Happy Tuesday everyone, and welcome to your morning Skull Session. We're screwed!
Or are we? Yes. No, that is silly. Maybe? Probably we are... not. Yes. NO. No.
No.
...Yes?
What I am of course referring to is a truly epic trollbomb thrown down yesterday on Twitter by the elder Sullinger brother, JJ, that sent much of Buckeye fandom into a tizzy. In it, he intimated that despite all claims to the contrary (which we'll get to shortly), Jared "Sully" Sullinger was not going to be coming back for his sophomore year at Ohio State and would instead be entering himself into the NBA draft. A scary thought? To most fanbases, sure.

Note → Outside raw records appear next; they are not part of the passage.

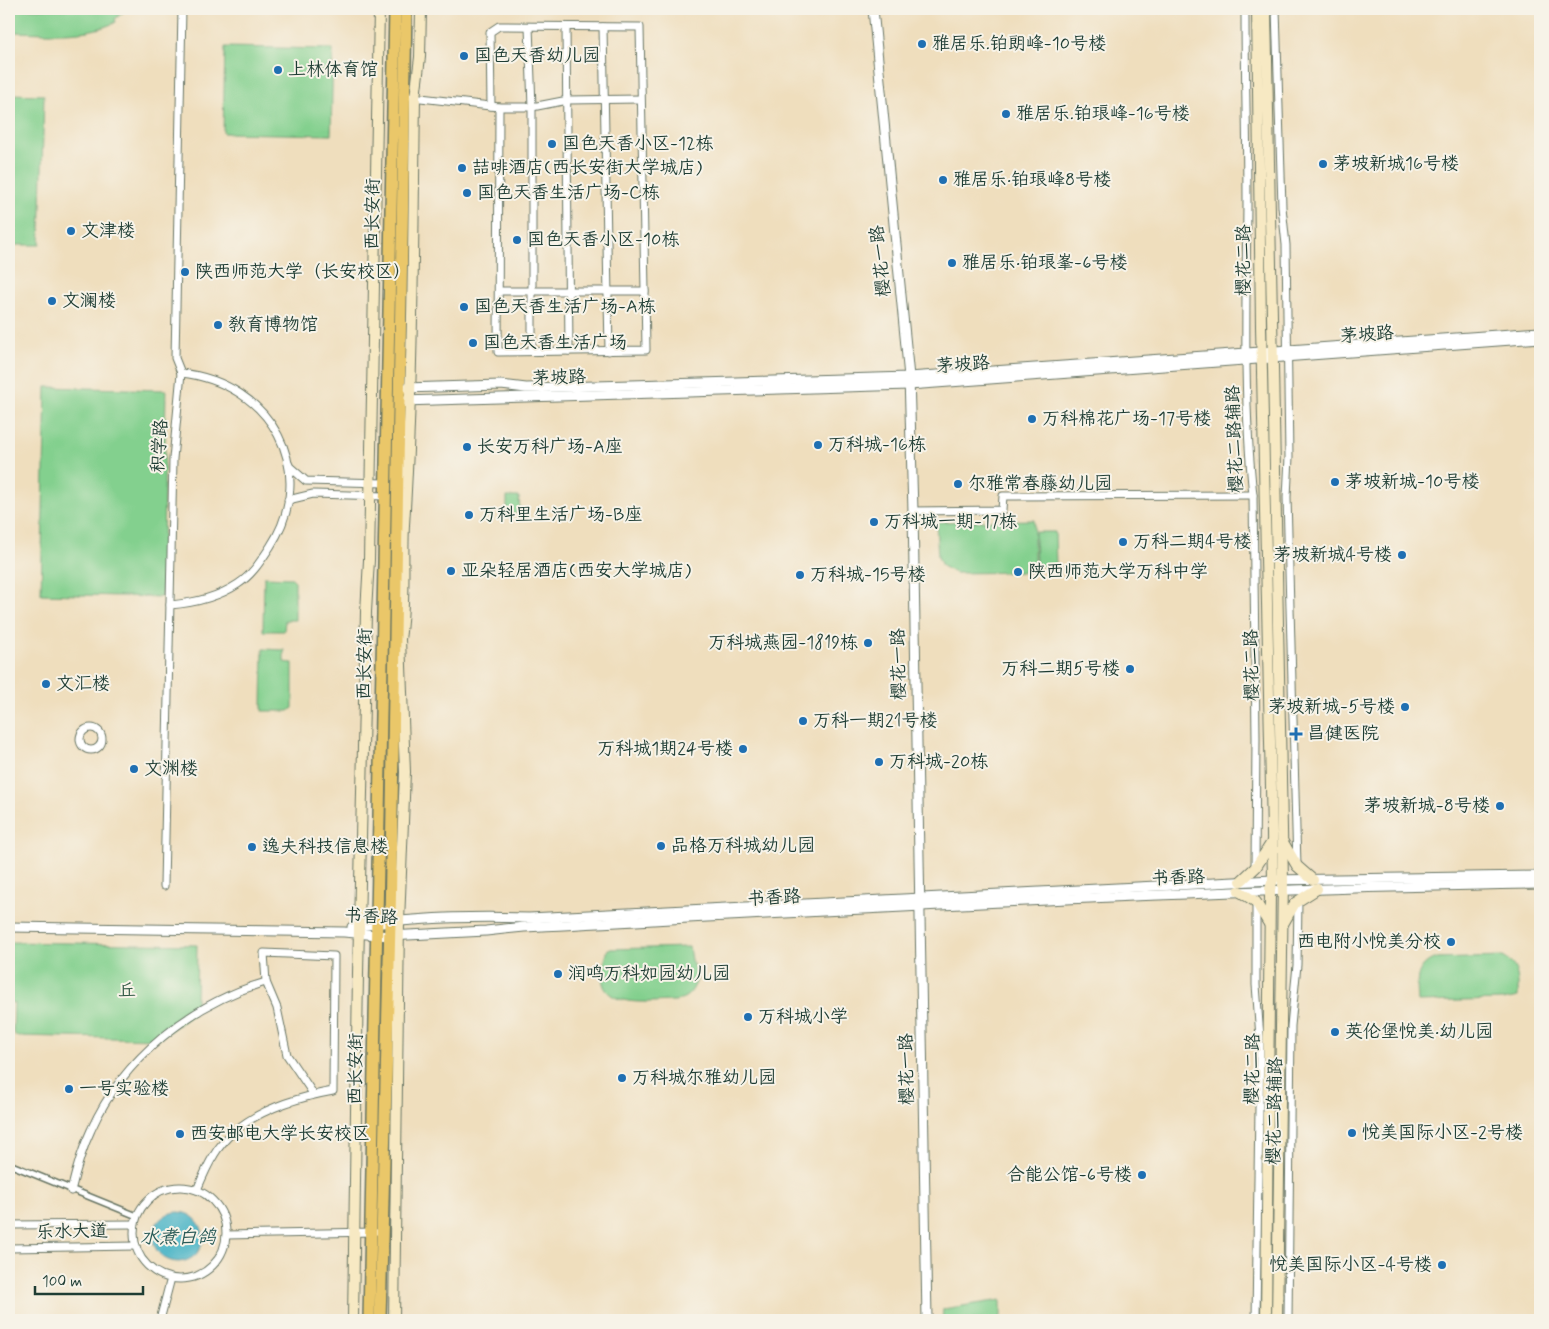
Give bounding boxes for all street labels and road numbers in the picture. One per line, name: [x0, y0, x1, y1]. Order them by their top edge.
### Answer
street label: 西长安街: [360, 178, 386, 250]
street label: 樱花一路: [865, 224, 897, 298]
street label: 樱花二路: [1232, 224, 1256, 296]
street label: 茅坡路: [1339, 321, 1395, 349]
street label: 茅坡路: [935, 351, 991, 379]
street label: 茅坡路: [532, 365, 586, 391]
street label: 樱花二路辅路: [1221, 385, 1249, 493]
street label: 积学路: [146, 418, 174, 474]
street label: 西长安街: [352, 628, 378, 700]
street label: 樱花一路: [886, 628, 912, 700]
street label: 樱花二路: [1239, 629, 1265, 701]
street label: 书香路: [1151, 865, 1205, 891]
street label: 书香路: [746, 885, 802, 911]
street label: 书香路: [343, 904, 399, 930]
street label: 西长安街: [343, 1033, 369, 1105]
street label: 樱花一路: [894, 1033, 920, 1105]
street label: 樱花二路: [1240, 1033, 1266, 1105]
street label: 樱花二路辅路: [1262, 1057, 1288, 1165]
street label: 乐水大道: [36, 1219, 108, 1245]

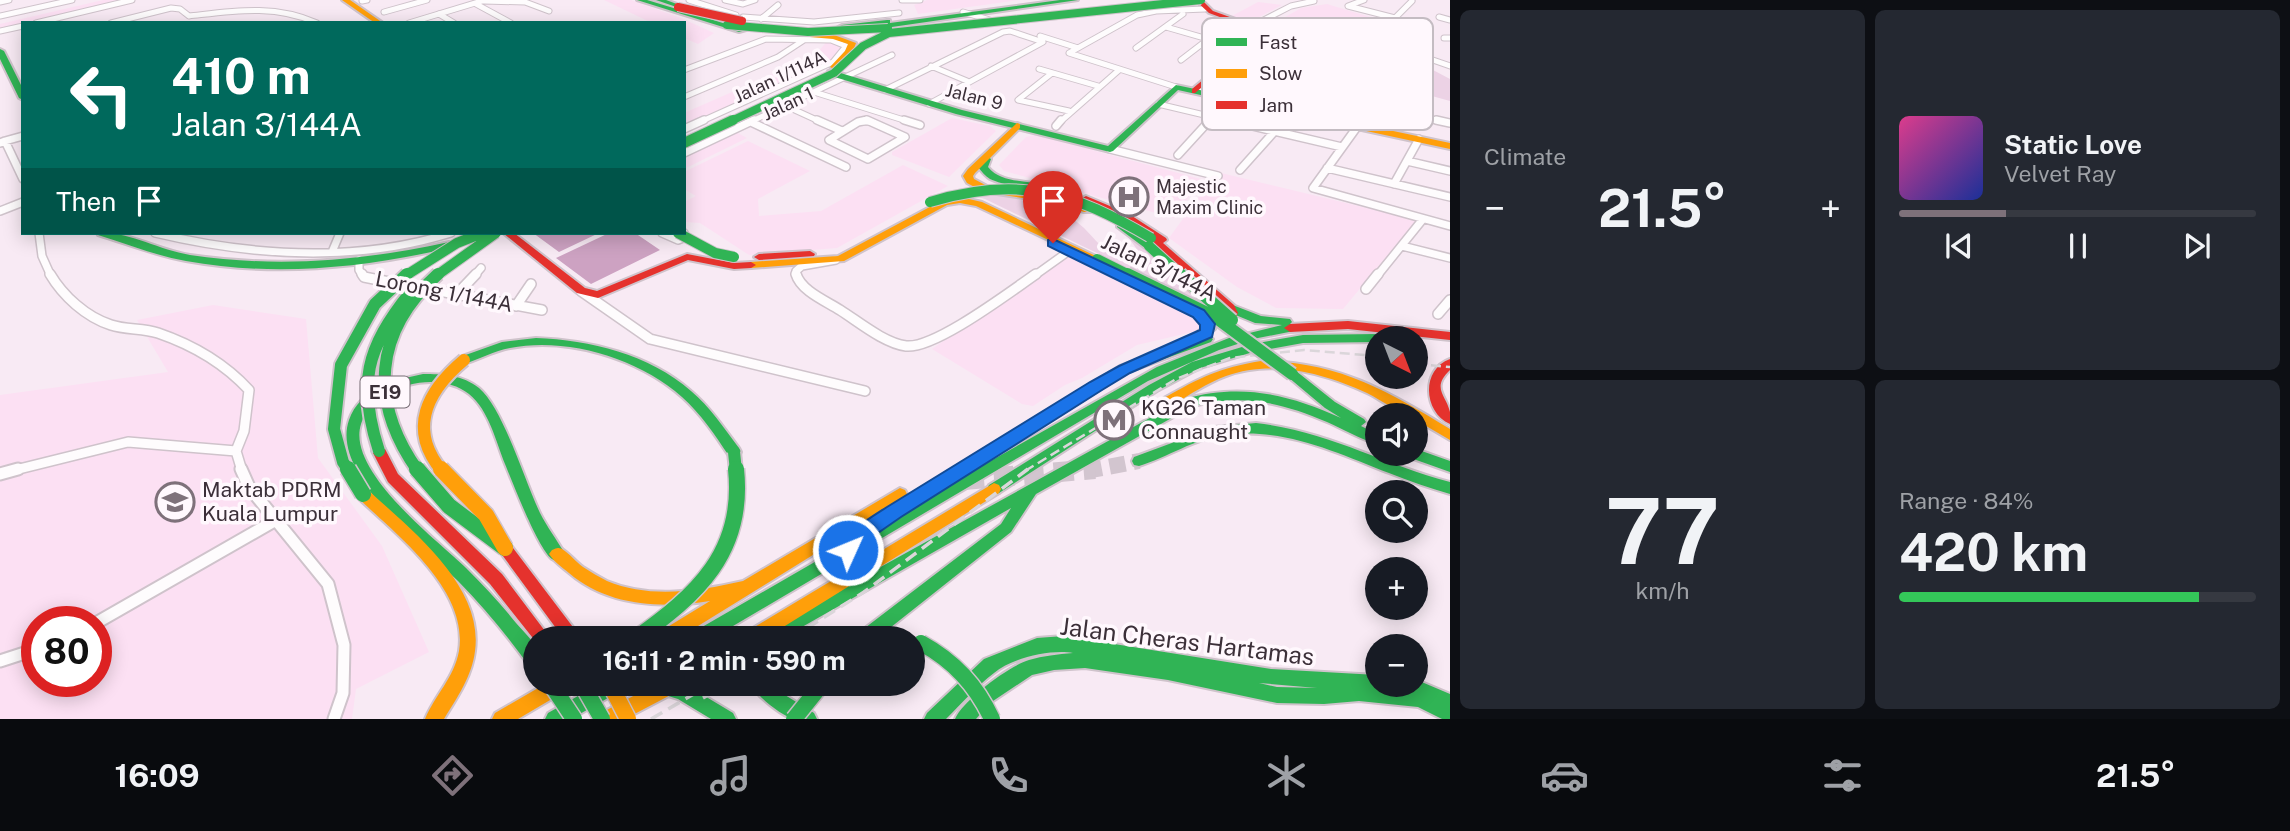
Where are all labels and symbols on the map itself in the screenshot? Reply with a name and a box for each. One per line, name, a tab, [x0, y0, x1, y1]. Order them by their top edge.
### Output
legend	[1202, 18, 1433, 130]
text: Fast	[1259, 31, 1297, 53]
street label: Jalan 1/114A	[730, 46, 830, 108]
text: Slow	[1259, 62, 1303, 84]
street label: Jalan 9	[943, 79, 1005, 114]
street label: Jalan 1	[759, 83, 817, 125]
text: Jam	[1259, 94, 1293, 116]
pin	[1023, 171, 1083, 243]
hospital icon: Majestic Maxim Clinic	[1108, 176, 1150, 218]
place label: Majestic Maxim Clinic	[1156, 176, 1263, 218]
street label: Jalan 3/144A	[1097, 229, 1221, 306]
street label: Lorong 1/144A	[373, 266, 515, 317]
north arrow	[1365, 326, 1428, 388]
road number: E19	[360, 376, 410, 408]
place label: KG26 Taman Connaught	[1141, 395, 1266, 444]
metro station icon: KG26 Taman Connaught	[1093, 399, 1135, 441]
place label: Maktab PDRM Kuala Lumpur	[202, 477, 342, 526]
school or university icon: Maktab PDRM Kuala Lumpur	[154, 481, 196, 523]
position arrow	[811, 513, 885, 587]
speed limit sign: 80	[21, 606, 112, 697]
street label: Jalan Cheras Hartamas	[1058, 612, 1316, 670]

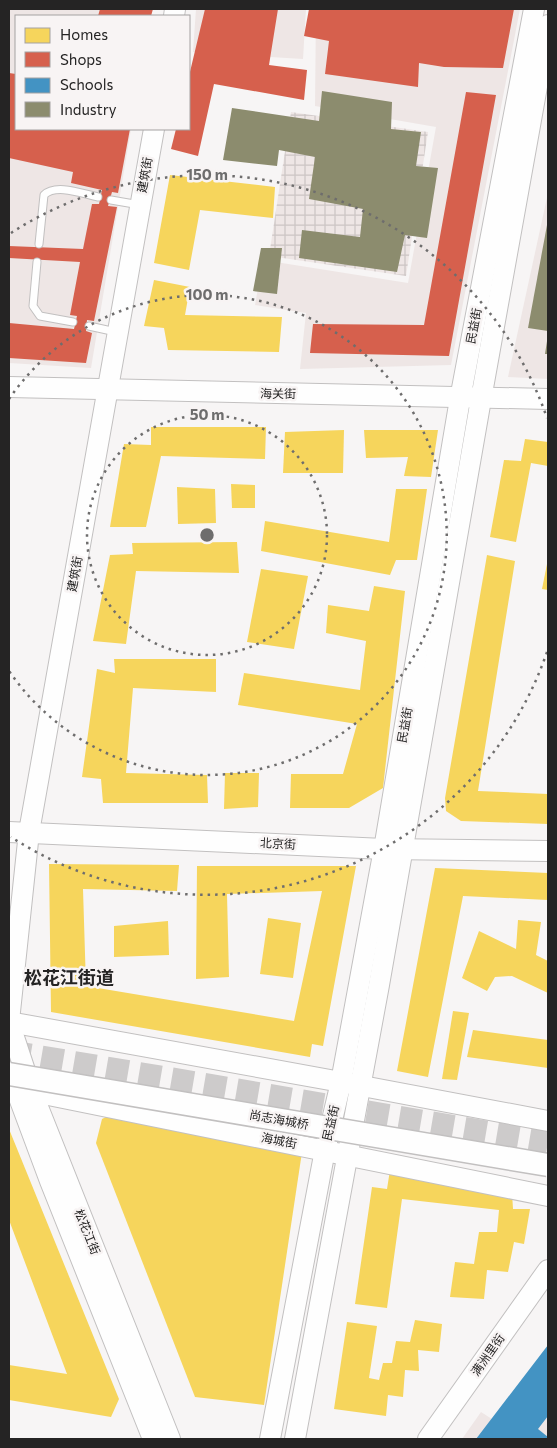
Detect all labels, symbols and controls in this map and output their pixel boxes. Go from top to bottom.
legend [15,15,190,130]
text: Homes [60,25,108,43]
text: Shops [60,50,102,68]
text: Schools [60,75,114,93]
text: Industry [60,100,117,118]
street label: 建筑街 [134,156,154,194]
text: 150 m [186,165,228,183]
text: 100 m [186,285,228,303]
street label: 民益街 [463,307,483,345]
street label: 海关街 [260,386,296,400]
text: 50 m [190,405,224,423]
centre of rings [198,526,216,544]
street label: 建筑街 [64,555,84,593]
street label: 民益街 [394,706,414,744]
street label: 北京街 [260,835,296,851]
district label: 松花江街道 [24,966,114,988]
street label: 民益街 [319,1104,341,1142]
street label: 尚志海城桥 [248,1107,310,1131]
street label: 海城街 [260,1130,298,1150]
street label: 松花江街 [72,1207,103,1257]
street label: 满洲里街 [468,1331,507,1378]

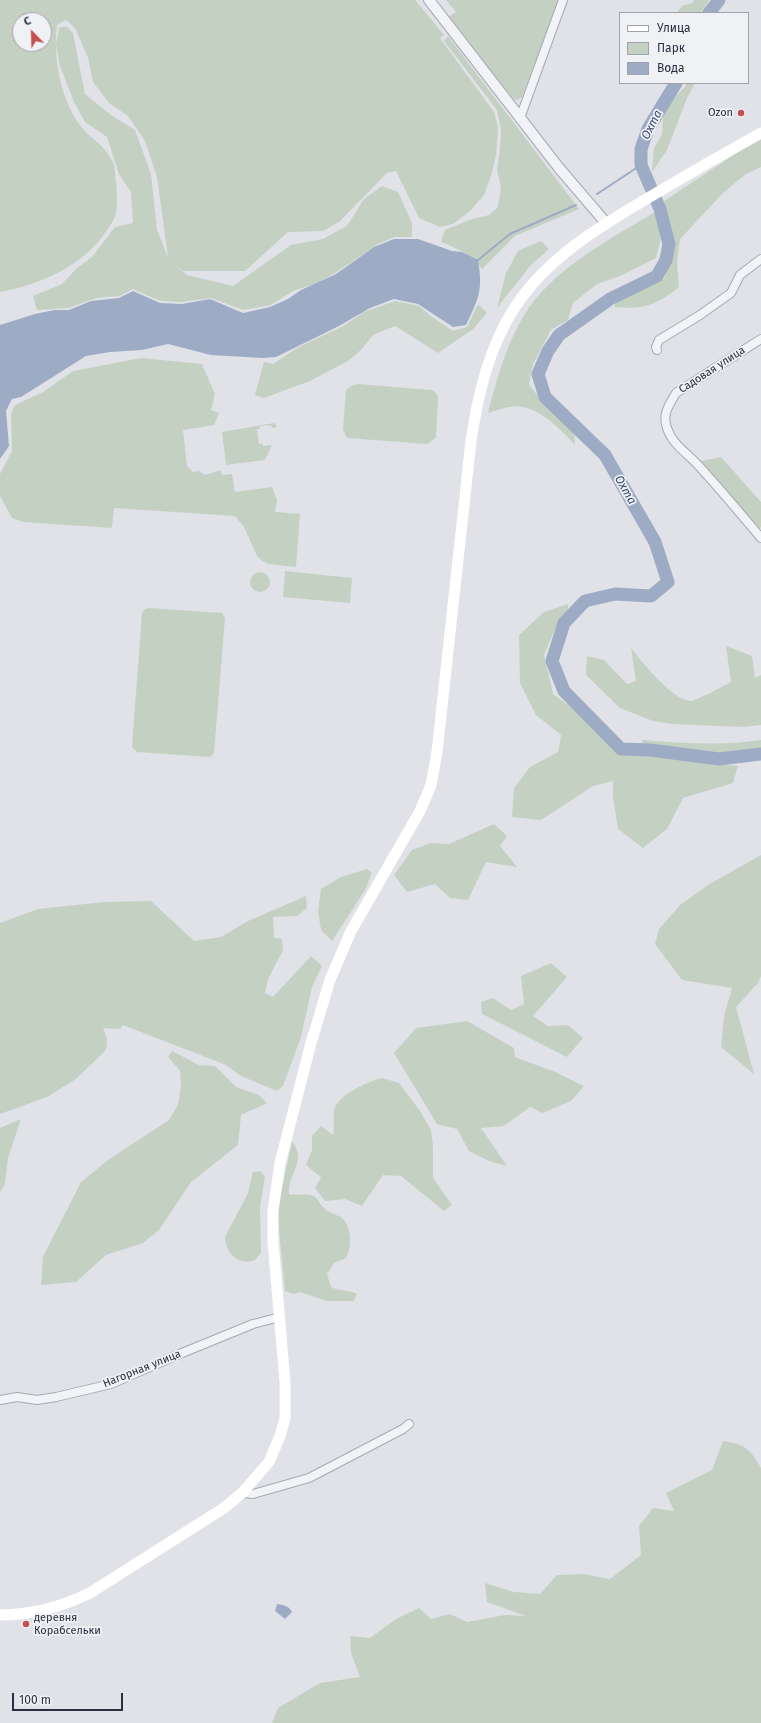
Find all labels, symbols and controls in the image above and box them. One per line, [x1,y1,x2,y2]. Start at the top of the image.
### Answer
north arrow [12,12,52,52]
legend [619,12,749,84]
text: С [22,14,33,29]
text: Улица [657,21,691,35]
text: Парк [657,41,685,55]
text: Вода [657,61,684,75]
place label: Ozon [708,106,733,120]
water label: Охта [639,108,665,142]
marker: Ozon [736,108,746,118]
street label: Садовая улица [676,344,748,396]
water label: Охта [611,473,639,507]
street label: Нагорная улица [101,1347,183,1391]
place label: деревня Корабсельки [34,1611,101,1637]
marker: деревня Корабсельки [21,1619,31,1629]
scale bar [14,1685,125,1711]
text: 100 m [19,1693,51,1707]

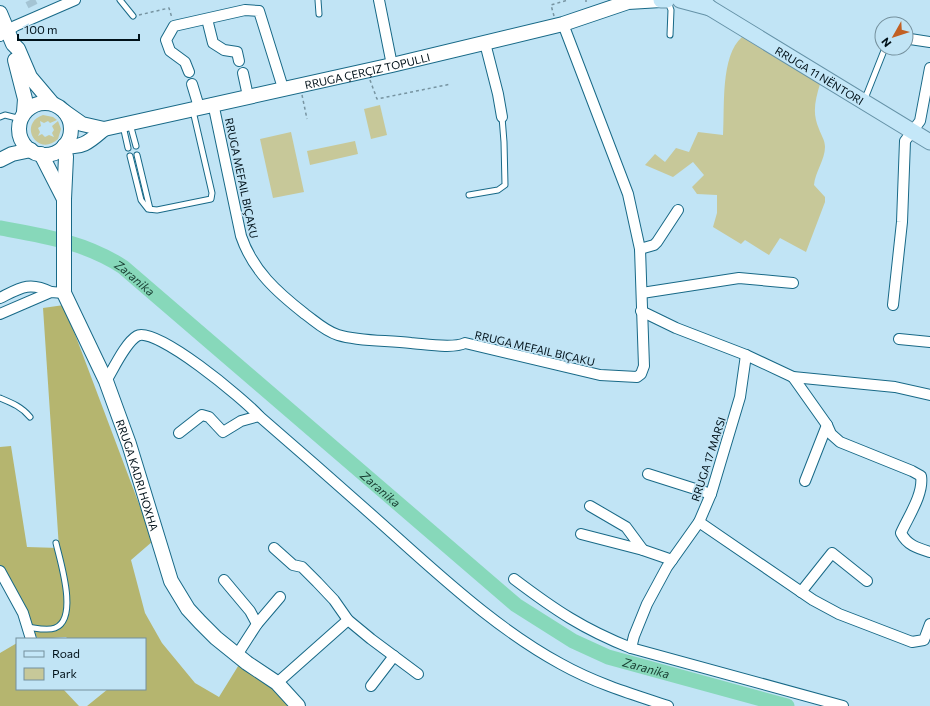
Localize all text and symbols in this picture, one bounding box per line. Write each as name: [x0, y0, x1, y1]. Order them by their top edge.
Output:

But to a Buckeye nation already on the most razor of edges, JJ's tweets showed us exactly how close we all are to completely losing it and locking ourselves in our collective basements with a tv, a 2002 Fiesta Bowl dvd, and six months of rations.
Look, it is entirely possible that the football program in more hot water as the months wear on in the offseason, and I would be lying if I told you I wasn't still smarting from the loss to Kentucky. But the one thing that you can count on at this point, like a tiny Werther's Original at the bottom of a 50 gallon barrel of horse manure, is the fact that Jared Sullinger will in fact be back next year, ready to slam some glass and whup some ass.
OR WILL HE?
Yes. Or rather, "yes," assuming that both Jared and his father have not decided to make the New York Times look like fools in a spectacular father-son trolling tandem. The reasons given for his decision include wanting to up his skill set to better suit the actual position he would be playing in the NBA, which would most likely be power forward. Matta, who also commented on the situation, mentioned wanting to improve Jared's conditioning a bit as well. That's all fine and good, but if Sully's trademark rear end goes the way of the dodo, I am going to be angrier than I have ever been.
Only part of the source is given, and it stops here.